As teachers, we found that first year engineering students at our university (KMUTT) were not linguistically prepared for the kind of language they would be reading in their textbooks and writing in their papers. We also found that there were no suitable resources for engineering students to study with.

Materials such as the AWL (Academic Word List) exist, but they are generally geared towards high-level academic language, and cover a wide range of disciplines, so a lot of that language would not be useful for these students.

The primary goal of the website is to provide vocabulary materials for engineering students in the EFL (English as a Foreign Language) context based on natural data and sound corpus linguistics principles. Especially, these materials are designed to help Thai first year students prepare for the kind of language they will encounter in their textbooks, throughout their university career.


In order to create the materials available on this website, we first find the most frequently occurring words and phrases. Next, we make sure that the words and phrases we’ve located are applicable to the majority of the engineering sub-disciplines.

For example, let’s say the word “hydrocarbon” is in the top 5% of words, so we should consider it for inclusion in the list. However, if it only occurs in texts for chemical engineers, we will not include it, because it is not broadly useful for engineers in general.

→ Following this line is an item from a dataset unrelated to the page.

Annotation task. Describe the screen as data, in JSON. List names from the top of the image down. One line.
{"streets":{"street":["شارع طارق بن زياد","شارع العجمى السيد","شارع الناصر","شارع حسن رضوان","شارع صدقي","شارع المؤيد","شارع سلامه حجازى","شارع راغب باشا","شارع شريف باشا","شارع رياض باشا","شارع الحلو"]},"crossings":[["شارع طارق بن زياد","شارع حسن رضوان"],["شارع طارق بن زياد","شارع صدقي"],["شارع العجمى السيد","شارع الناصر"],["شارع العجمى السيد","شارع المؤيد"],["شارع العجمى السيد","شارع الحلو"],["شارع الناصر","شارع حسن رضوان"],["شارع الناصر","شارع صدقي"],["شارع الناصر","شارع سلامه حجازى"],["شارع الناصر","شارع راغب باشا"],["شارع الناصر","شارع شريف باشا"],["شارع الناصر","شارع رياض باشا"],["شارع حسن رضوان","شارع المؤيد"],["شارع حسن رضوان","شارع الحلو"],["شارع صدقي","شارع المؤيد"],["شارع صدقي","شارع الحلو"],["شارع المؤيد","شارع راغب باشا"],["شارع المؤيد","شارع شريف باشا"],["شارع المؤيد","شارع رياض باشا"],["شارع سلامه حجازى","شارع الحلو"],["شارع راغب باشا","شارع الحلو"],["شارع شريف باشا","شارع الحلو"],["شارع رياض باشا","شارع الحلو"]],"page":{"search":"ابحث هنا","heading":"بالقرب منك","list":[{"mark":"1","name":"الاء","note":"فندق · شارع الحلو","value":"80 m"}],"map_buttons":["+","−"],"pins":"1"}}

The importance of using real natural language as the source of our data cannot be stressed. Because this is language that we know our students will encounter we address the words and phrases that students are most likely to encounter often, and make sure they get a handle on that essential vocabulary.

This empirical approach allows us to remove the guesswork and opinion out of the materials and focus on what students actually have to know to be able to understand their texts.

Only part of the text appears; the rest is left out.